And by the way, I wish the official imagery did more justice to the reality on the wrist: whether you consider this a pedestrian watering-down of an untouchable design or an elegant way of moving the story along (and I’d say both views are allowable), the quality is not in doubt.

In the metal, the Cubitus watches glisten with the kind of high-gloss délicatesse you’d expect from the world’s pre-eminent luxury watchmaker.

Anyway, it’s hardly Patek Philippe’s first square watch – the archive contains plenty of elegant examples from across, the 20th century.

Square watches reborn

square watches
Patek’s Ref 3587 was an effort to counter the Japanese quartz revolution / Image: Patek Philippe

You could hunt out the marvellous Gondolo Cabriolet, a rare bird from the early 2000s, with a complex flip-top case based on a watch the firm made in the 1920s; delicate square dress watches from the Fifties and Sixties, including the wonky, modernist masterpieces devised by jewellery designer Gilbert Albert; and the lost Seventies classic that is the Ref 3587, which carried the battery-powered Beta 21 movement with which Swiss firms attempted (and failed) to compete with the quartz revolution coming from Japan.

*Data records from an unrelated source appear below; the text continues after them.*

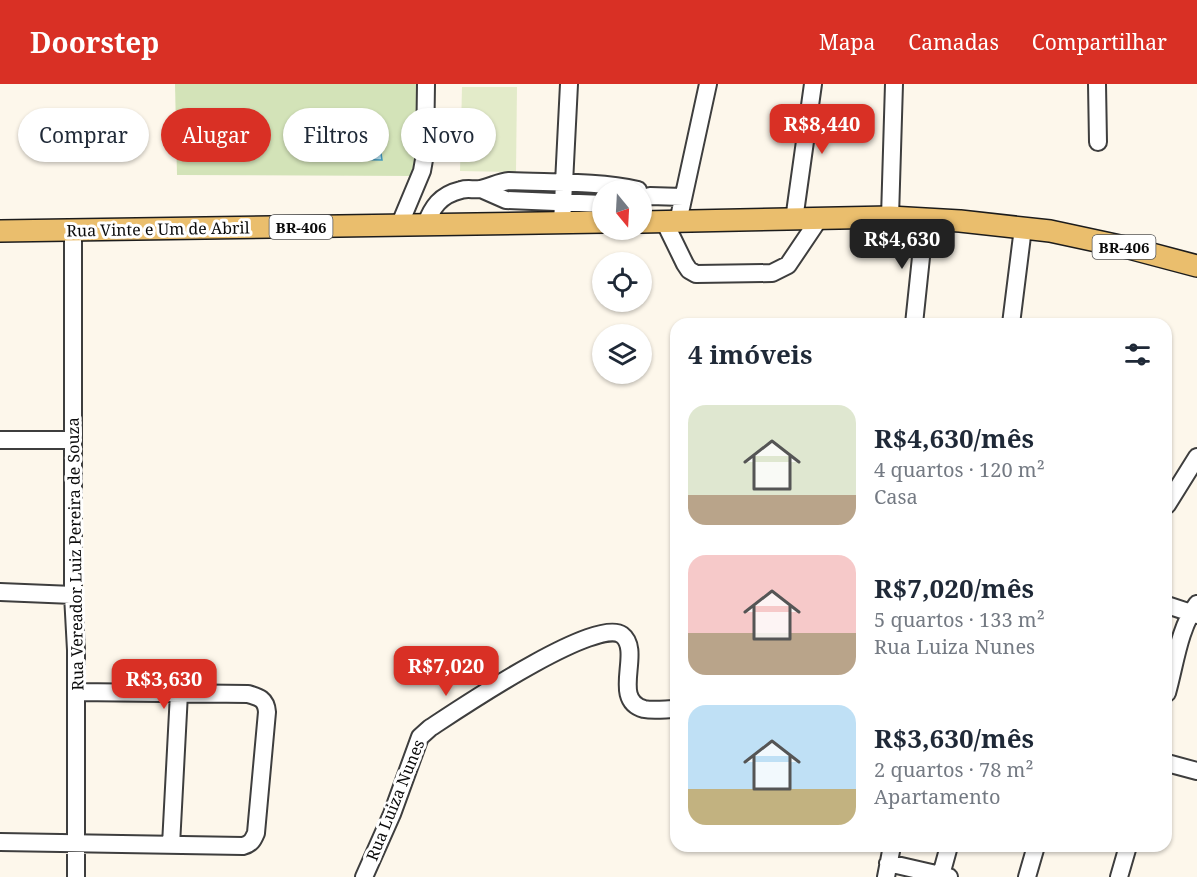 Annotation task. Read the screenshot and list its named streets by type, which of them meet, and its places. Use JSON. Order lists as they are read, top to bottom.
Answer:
{
  "streets": {
    "main road": ["BR-406", "Rua Vinte e Um de Abril"],
    "street": ["Rua Vereador Luiz Pereira de Souza", "Rua Luiza Nunes"]
  },
  "crossings": [
    ["Rua Vinte e Um de Abril", "Rua Vereador Luiz Pereira de Souza"]
  ],
  "north": "bottom",
  "page": {
    "header": "Doorstep",
    "nav": ["Mapa", "Camadas", "Compartilhar"],
    "price": [
      "R$8,440",
      "R$4,630",
      "R$7,020",
      "R$3,630"
    ],
    "chip": [
      "Comprar",
      "Alugar",
      "Filtros",
      "Novo"
    ],
    "heading": "4 imóveis",
    "list": [
      {
        "name": "R$4,630/mês",
        "note": "4 quartos · 120 m² · Casa"
      },
      {
        "name": "R$7,020/mês",
        "note": "5 quartos · 133 m² · Rua Luiza Nunes"
      },
      {
        "name": "R$3,630/mês",
        "note": "2 quartos · 78 m² · Apartamento"
      }
    ]
  }
} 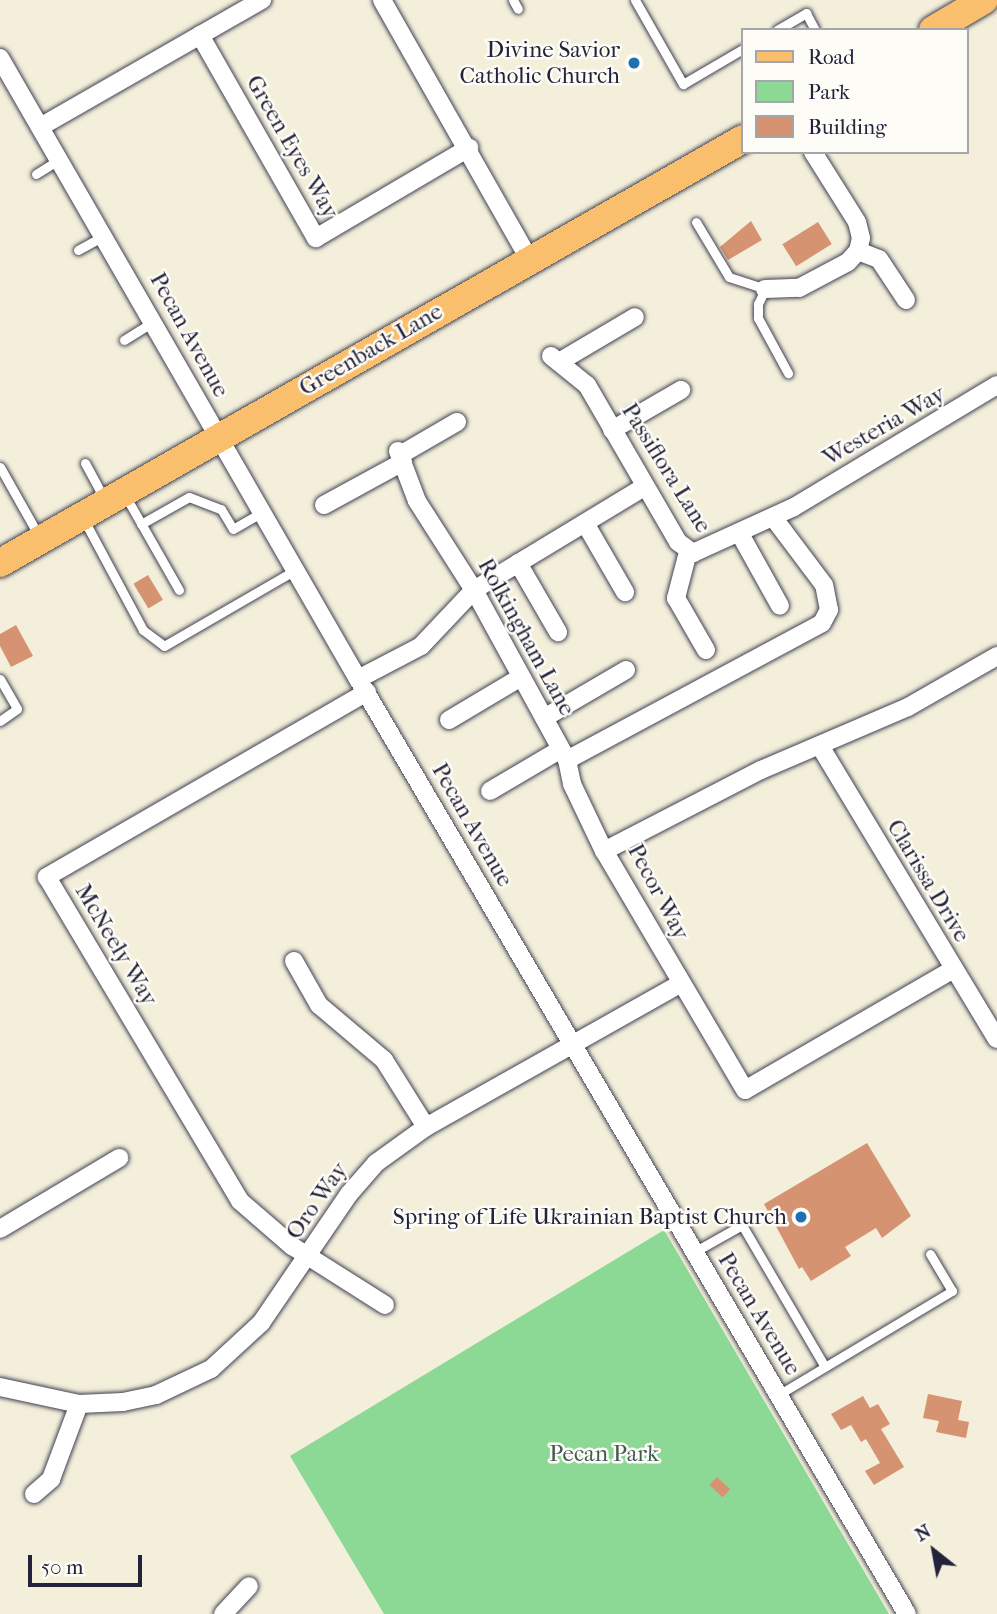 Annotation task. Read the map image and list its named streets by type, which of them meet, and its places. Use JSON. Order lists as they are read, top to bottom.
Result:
{
  "streets": {
    "main road": ["Greenback Lane"],
    "street": [
      "Green Eyes Way",
      "Pecan Avenue",
      "Westeria Way",
      "Passiflora Lane",
      "Rolkingham Lane",
      "Clarissa Drive",
      "Pecor Way",
      "McNeely Way",
      "Oro Way"
    ]
  },
  "crossings": [
    ["Pecan Avenue", "Greenback Lane"],
    ["Pecan Avenue", "McNeely Way"],
    ["Pecan Avenue", "Oro Way"],
    ["Westeria Way", "Passiflora Lane"],
    ["Rolkingham Lane", "Pecor Way"],
    ["Clarissa Drive", "Pecor Way"],
    ["Pecor Way", "Oro Way"],
    ["McNeely Way", "Oro Way"]
  ],
  "parks": ["Pecan Park"],
  "places": ["Divine Savior Catholic Church", "Spring of Life Ukrainian Baptist Church"],
  "legend": ["Road", "Park", "Building"],
  "scale_bar": "50 m",
  "north": "top left"
} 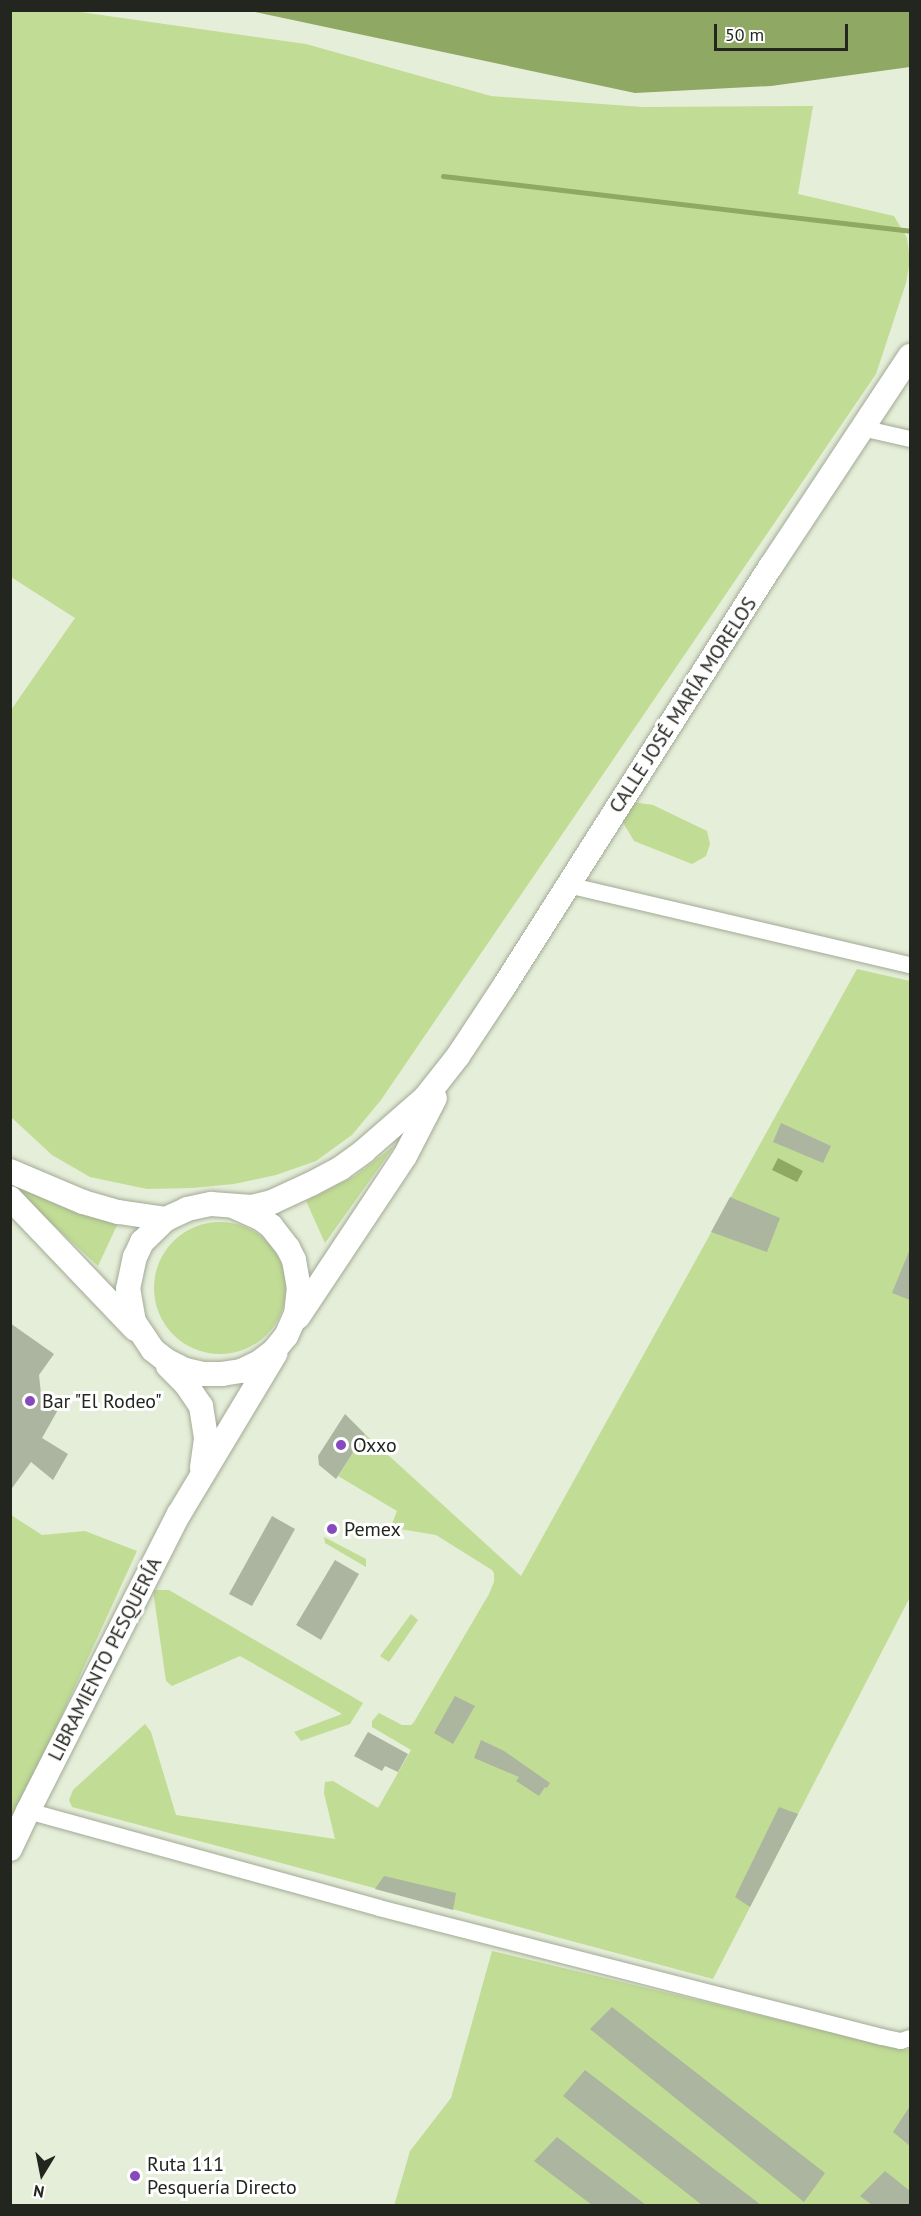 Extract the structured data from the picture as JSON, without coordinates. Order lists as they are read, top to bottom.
{
  "streets": {
    "main road": ["CALLE JOSÉ MARÍA MORELOS", "LIBRAMIENTO PESQUERÍA"]
  },
  "places": [
    "Bar \"El Rodeo\"",
    "Oxxo",
    "Pemex",
    "Ruta 111 Pesquería Directo"
  ],
  "scale_bar": "50 m",
  "north": "bottom"
} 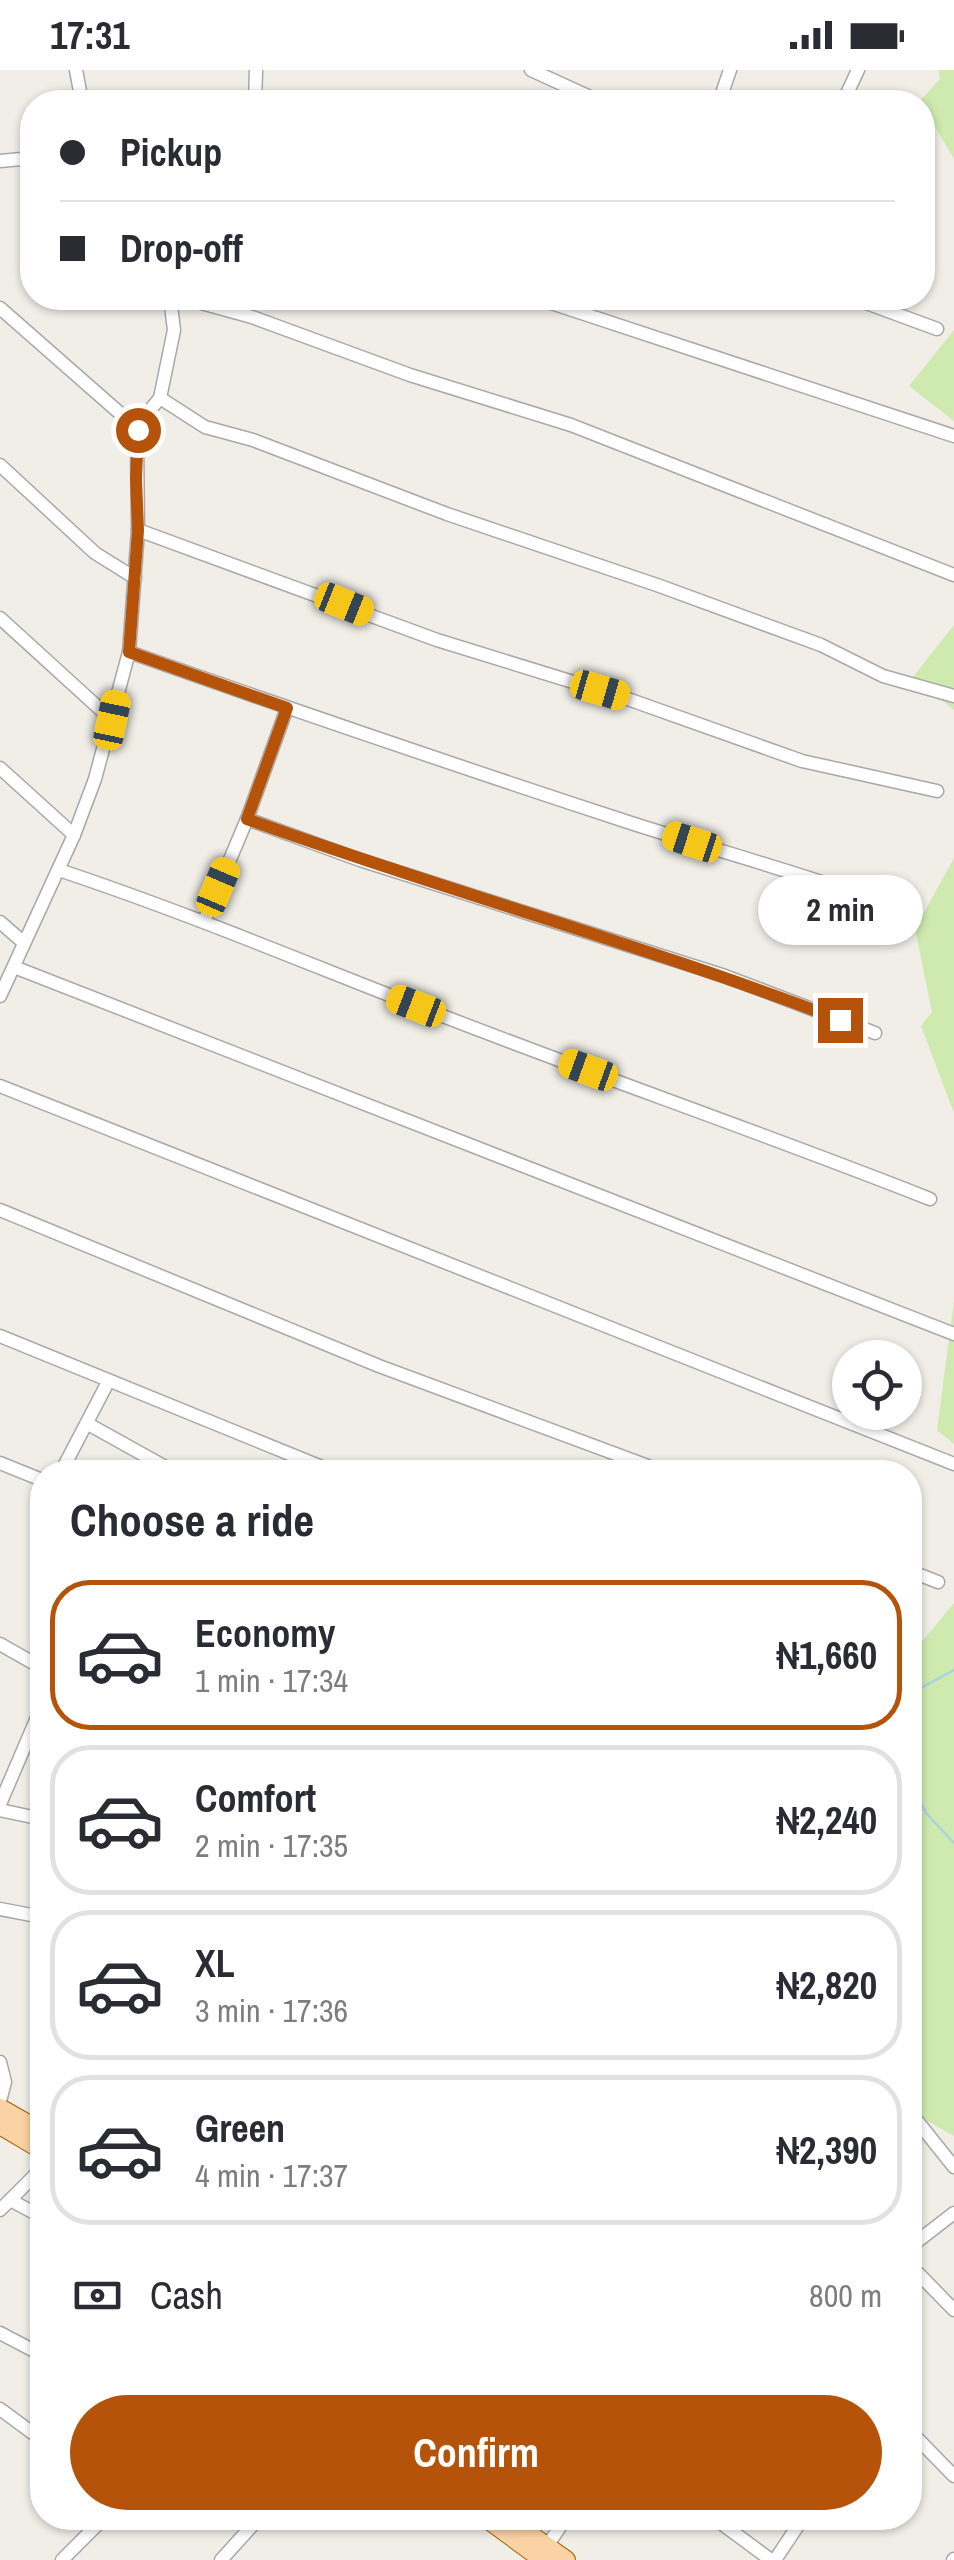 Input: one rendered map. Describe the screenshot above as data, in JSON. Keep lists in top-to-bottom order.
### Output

Another watch to use the Beta 21 was a deliciously sculptural and fancy watch from Piaget, then at the heights of its disco-glam imperial phase, which paired a stone-cut
‘TV screen’ dial in a broad, rounded-square case with stepped embellishments.

Andy Warhol wore it, which was reason enough (besides the terrific design) for Piaget to bring it back a few years ago, now with one of its ultra-flat mechanical movements.

A new version, announced a few days after the Cubitus, sees this wonder reborn with the square case now decorated with a hobnail – known more elegantly as clou de Paris – guilloche engraving, something that was an artful feature of certain watches in the postwar decades.

Piaget Andy Warhol Clou de Paris / Image: Piaget

That’s matched with a dial of blue meteorite, and a new name: as the result of a deal with the Andy Warhol Foundation for the Visual Arts, Piaget is now able to call this simply the ‘Andy Warhol Watch’. Cased in white gold, it’s also customisable.

The Seventies were quite the era for square watches – it was also when TAG Heuer’s Carrera appeared, a watch that Patek Philippe’s president Thierry Stern told me at the Cubitus’s Munich launch that he admired.

square watches
TAG Heuer’s Monaco Split-Seconds Chronograph / Image: TAG Heuer

And as it happens there’s a new and very extravagant version of that too: a split-seconds chronograph (or rattrapante) version with an outré skeletonised dial (a rattrapante with two stopwatch second hands that can be stopped independently) being one of horology’s apex ‘grand complications. Yours for £121,000 – about 17 times the price of a normal Monaco.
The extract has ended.